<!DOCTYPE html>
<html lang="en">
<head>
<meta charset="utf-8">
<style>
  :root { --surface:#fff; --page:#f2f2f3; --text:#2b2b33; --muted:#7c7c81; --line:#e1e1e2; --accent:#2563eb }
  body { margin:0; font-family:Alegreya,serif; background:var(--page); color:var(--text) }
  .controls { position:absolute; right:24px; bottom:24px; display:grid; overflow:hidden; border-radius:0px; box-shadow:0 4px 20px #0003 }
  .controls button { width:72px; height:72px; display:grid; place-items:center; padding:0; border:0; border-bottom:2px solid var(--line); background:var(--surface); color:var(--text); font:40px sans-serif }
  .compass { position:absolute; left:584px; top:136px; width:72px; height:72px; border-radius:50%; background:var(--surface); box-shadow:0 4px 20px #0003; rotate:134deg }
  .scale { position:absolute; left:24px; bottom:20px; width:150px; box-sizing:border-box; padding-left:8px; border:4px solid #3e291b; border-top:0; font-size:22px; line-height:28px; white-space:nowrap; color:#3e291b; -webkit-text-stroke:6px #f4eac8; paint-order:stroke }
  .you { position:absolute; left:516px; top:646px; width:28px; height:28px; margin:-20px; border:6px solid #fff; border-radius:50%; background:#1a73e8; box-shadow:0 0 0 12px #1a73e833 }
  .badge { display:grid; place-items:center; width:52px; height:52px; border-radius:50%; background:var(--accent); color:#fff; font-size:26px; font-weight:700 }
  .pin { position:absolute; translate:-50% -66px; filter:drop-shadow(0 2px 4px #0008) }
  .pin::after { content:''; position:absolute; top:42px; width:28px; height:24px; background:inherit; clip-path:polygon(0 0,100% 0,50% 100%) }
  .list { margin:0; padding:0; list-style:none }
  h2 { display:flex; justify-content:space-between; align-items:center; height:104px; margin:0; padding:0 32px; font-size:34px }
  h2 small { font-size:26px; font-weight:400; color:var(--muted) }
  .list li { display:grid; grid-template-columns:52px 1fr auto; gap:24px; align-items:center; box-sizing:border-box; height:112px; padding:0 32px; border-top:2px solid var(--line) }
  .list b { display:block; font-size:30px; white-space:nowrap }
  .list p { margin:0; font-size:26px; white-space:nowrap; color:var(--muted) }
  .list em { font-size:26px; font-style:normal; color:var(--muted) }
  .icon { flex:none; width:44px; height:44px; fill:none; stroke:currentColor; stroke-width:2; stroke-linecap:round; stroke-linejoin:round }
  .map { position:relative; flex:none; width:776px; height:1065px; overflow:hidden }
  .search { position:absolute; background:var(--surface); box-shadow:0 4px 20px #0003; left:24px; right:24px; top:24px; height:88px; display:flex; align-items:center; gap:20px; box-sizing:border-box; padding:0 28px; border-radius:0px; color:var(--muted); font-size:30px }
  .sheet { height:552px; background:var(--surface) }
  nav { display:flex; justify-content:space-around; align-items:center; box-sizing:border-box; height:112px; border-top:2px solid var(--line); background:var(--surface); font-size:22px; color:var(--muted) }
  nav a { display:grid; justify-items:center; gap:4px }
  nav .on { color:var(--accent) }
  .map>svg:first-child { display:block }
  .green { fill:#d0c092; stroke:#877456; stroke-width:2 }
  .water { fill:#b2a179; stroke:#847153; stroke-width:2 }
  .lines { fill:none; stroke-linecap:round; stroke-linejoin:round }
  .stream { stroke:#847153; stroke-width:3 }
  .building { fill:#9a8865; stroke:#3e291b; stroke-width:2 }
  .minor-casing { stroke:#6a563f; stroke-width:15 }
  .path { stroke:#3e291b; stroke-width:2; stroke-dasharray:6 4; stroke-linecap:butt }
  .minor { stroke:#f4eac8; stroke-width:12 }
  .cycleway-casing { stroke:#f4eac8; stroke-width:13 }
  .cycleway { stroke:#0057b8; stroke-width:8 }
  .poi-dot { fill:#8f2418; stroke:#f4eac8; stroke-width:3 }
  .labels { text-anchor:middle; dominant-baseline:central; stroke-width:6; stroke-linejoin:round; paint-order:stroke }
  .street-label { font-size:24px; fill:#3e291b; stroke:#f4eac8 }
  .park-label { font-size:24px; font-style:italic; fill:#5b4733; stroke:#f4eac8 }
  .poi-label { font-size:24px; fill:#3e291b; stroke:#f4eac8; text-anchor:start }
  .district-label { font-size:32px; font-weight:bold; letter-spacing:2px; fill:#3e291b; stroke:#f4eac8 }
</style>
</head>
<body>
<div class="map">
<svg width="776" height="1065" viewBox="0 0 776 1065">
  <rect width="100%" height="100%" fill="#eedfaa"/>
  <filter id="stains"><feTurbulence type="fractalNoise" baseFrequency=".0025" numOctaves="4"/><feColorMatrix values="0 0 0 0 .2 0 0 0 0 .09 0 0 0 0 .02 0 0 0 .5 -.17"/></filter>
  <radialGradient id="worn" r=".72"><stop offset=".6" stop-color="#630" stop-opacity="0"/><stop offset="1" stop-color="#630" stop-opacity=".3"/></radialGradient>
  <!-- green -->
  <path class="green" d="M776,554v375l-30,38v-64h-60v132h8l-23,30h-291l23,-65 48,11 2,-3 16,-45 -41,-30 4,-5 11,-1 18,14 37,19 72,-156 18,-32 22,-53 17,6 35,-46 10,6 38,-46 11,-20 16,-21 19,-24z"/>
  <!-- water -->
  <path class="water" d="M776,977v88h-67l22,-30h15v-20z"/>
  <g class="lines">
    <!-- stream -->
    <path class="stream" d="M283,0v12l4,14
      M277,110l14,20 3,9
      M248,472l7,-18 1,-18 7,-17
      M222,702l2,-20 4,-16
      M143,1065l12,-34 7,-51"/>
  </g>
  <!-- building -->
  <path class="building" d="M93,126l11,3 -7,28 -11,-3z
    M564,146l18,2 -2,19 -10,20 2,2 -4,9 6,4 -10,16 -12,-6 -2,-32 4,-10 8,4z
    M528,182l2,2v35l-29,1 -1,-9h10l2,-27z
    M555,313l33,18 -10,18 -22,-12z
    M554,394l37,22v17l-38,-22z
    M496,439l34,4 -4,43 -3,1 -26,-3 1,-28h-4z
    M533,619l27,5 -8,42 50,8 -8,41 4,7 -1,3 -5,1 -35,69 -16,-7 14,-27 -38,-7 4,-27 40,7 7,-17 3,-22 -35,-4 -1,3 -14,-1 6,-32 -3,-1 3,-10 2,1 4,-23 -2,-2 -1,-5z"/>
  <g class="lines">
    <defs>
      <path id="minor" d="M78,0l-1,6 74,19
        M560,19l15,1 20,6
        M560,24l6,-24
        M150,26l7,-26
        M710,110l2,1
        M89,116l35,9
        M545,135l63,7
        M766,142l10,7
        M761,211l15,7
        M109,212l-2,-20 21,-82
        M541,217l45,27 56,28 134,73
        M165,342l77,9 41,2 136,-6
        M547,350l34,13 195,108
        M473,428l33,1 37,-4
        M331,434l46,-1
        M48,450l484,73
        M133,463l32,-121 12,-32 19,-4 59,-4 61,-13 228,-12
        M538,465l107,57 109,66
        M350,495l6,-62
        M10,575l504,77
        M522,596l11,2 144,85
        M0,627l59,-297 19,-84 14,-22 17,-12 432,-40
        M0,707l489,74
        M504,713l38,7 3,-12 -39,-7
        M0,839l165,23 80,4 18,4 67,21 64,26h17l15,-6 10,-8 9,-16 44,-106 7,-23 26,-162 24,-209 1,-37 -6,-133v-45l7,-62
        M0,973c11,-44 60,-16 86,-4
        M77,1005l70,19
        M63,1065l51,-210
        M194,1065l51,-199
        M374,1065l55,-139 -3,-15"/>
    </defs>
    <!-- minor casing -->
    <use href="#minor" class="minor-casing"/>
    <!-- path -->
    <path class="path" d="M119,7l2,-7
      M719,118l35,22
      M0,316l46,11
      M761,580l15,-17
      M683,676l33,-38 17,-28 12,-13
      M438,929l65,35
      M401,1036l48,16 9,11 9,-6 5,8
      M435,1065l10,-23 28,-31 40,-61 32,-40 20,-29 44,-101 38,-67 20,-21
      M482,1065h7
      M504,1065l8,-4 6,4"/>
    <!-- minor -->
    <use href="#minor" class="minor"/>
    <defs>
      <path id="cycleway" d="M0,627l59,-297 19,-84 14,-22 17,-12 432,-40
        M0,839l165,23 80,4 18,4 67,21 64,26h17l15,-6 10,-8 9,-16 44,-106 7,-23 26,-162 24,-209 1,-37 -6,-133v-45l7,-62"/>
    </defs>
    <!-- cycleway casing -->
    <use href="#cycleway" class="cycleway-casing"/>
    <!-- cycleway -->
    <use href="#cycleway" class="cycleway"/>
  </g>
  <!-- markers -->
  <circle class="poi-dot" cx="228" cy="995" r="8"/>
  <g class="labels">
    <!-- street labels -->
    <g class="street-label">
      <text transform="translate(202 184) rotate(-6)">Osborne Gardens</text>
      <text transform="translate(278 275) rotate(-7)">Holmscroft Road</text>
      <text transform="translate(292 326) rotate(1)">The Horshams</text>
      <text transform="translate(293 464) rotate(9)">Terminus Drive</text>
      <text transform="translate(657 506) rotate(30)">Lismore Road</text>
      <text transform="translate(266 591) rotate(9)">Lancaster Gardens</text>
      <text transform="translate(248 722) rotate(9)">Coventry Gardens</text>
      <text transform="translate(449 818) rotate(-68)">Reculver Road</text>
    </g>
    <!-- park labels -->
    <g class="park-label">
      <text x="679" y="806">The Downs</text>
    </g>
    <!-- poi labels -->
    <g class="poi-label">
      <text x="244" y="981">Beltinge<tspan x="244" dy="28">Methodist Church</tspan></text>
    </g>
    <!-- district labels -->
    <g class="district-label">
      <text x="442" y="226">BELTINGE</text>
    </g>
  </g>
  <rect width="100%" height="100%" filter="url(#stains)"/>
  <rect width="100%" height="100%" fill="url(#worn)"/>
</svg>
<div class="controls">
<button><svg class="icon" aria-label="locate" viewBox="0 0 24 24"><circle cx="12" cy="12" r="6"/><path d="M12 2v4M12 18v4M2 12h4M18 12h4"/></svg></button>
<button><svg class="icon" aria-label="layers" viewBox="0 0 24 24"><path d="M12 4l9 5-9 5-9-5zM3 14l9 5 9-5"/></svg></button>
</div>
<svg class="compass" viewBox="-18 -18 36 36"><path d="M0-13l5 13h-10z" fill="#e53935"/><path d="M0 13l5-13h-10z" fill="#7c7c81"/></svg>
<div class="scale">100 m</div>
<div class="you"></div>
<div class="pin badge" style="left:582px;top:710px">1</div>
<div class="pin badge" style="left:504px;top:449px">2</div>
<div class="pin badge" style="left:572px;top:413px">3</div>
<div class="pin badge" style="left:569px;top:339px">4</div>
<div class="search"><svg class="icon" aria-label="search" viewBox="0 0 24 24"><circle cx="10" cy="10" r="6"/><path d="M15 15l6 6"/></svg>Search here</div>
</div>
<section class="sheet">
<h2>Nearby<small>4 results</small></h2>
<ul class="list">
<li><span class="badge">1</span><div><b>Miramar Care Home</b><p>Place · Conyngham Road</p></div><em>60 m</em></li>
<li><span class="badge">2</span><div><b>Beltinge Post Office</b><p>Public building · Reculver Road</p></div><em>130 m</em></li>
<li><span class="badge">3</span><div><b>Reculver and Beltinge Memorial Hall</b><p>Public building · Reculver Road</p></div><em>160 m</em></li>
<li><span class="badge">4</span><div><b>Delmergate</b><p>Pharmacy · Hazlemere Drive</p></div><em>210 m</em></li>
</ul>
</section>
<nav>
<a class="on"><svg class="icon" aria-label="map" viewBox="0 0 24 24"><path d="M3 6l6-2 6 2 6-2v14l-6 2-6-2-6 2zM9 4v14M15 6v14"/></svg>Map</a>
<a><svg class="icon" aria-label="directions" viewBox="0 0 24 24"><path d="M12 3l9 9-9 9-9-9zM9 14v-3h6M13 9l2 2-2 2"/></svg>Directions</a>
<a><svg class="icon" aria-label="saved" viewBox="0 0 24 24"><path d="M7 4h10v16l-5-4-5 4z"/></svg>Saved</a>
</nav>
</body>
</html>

Assignment: Show the lines of the records that contain the word "serif".

Problem solution:
  body { margin:0; font-family:Alegreya,serif; background:var(--page); color:var(--text) }
  .controls button { width:72px; height:72px; display:grid; place-items:center; padding:0; border:0; border-bottom:2px solid var(--line); background:var(--surface); color:var(--text); font:40px sans-serif }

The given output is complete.